I took the CAS out and I removed the spark plugs and left the plugs connected to their wires and laying on top of the cam cover.
When I rotate the CAS I see good spark on all plugs.

I tried looking in to the cylinders through the plug holes hoping to see some atomised fuel if at least one of the intake valves was in the open position but I did
not see any fuel vapor at all.
I put a finger on two of the injectors to see if I could feel a click when I rotated the CAS but I felt nothing.
I got a long screwdriver and held the blade to the injector plastic body and to the metal boss that the injector fits into and placing my ear on the end of the handle while I rotated the CAS, I could not hear any clicking.

Has anyone tried this screwdriver technique before, if so how easy is it to hear the injector sound?
Can anyone tell me if I should have been able to feel the injector clicking with my finger touching it?

I was hoping to see the fuel pressure on my AFPR gauge slowly drop as the injectors sprayed fuel into the cylinders, but every time I rotate the CAS the ECU momentarily activates the fuel pump.
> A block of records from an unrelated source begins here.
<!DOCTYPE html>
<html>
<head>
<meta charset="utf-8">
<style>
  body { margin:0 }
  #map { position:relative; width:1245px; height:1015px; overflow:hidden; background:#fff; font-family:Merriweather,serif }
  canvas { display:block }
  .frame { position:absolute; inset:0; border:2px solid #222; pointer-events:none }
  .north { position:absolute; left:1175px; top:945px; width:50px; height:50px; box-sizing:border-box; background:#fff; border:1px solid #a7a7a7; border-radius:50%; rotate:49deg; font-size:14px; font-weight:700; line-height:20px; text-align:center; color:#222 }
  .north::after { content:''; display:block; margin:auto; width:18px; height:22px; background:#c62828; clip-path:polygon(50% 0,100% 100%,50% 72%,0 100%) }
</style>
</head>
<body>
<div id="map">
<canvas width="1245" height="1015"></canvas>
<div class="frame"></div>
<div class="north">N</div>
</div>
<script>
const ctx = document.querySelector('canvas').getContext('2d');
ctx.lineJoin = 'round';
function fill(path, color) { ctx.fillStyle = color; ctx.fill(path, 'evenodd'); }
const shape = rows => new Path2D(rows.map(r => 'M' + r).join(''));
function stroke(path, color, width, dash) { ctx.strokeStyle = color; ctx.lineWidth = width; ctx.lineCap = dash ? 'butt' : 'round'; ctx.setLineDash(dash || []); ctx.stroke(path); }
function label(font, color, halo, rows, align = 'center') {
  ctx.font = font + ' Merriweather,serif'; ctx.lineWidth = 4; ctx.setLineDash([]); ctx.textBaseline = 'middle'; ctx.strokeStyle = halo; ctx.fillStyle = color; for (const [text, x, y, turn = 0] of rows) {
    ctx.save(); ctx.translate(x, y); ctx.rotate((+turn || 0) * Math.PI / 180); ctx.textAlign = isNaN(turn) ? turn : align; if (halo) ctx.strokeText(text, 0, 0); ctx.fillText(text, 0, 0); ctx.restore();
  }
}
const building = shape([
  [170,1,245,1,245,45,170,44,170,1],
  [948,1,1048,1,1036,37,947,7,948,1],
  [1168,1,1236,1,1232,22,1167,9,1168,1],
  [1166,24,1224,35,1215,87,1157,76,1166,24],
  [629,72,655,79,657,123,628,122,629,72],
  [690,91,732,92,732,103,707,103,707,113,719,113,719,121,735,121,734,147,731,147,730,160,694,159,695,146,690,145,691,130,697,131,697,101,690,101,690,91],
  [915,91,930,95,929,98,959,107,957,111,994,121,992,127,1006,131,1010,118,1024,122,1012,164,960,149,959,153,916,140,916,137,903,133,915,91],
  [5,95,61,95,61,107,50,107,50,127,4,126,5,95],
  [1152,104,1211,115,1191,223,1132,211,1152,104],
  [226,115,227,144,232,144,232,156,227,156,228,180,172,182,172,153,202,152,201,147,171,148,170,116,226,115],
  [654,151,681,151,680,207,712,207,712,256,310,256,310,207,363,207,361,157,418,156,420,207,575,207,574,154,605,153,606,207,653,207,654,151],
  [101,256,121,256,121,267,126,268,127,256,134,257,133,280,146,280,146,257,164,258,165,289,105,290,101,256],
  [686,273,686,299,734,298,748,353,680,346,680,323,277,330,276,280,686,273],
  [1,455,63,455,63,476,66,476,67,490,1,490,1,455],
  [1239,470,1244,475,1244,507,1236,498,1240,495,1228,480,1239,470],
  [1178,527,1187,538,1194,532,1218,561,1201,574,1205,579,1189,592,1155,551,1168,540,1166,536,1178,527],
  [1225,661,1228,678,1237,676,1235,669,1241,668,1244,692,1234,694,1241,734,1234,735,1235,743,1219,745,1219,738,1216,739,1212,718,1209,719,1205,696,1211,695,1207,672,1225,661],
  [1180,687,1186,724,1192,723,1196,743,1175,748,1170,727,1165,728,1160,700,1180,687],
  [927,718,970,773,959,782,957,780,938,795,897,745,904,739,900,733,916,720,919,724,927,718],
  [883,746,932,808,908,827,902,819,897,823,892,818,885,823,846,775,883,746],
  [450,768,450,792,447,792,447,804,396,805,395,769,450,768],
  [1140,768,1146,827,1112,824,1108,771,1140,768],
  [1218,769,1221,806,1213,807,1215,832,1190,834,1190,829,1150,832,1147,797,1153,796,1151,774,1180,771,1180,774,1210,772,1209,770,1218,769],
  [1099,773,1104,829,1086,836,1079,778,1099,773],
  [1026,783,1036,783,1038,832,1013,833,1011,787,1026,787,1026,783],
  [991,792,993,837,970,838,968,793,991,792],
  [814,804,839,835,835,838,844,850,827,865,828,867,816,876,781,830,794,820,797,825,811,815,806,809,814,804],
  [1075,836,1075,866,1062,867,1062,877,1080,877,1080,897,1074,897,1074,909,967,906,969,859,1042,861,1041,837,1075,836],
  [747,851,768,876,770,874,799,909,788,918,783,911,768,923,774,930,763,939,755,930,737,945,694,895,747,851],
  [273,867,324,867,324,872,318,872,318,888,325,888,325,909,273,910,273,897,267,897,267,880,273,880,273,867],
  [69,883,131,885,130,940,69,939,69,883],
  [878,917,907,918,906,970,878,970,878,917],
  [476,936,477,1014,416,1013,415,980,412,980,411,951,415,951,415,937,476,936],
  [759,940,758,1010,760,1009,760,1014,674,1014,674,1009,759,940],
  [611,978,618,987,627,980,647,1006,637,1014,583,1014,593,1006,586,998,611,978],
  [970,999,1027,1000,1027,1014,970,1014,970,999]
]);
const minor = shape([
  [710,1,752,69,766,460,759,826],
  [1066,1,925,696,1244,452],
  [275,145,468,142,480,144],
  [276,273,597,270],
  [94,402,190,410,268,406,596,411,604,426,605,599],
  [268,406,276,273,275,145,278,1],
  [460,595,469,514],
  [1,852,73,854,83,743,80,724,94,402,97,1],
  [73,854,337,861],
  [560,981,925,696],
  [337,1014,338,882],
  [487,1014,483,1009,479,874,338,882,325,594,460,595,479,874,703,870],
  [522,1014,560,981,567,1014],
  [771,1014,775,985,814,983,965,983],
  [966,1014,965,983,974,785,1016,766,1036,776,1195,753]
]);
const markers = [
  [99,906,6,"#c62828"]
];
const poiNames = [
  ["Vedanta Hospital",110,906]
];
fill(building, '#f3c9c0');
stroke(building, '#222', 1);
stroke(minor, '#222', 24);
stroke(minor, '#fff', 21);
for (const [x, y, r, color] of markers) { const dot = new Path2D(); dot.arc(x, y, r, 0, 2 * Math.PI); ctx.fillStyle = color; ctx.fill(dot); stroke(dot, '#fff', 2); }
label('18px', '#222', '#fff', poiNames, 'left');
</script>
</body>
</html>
So I disconnected the power to the fuel pump.
When I rotate the CAS now the fuel pressure does not drop at all. As liquid is not compressible I would expect an immediate noticeable drop in fuel pressure on the AFPR gauge, but the fuel pressure did not appear to drop at all.

I also used a multimeter and back probed the white and black wires on the CAS plug and I can see the CAS pulsing the 5V on both cam and crank timing wires so I know the CAS is working properly.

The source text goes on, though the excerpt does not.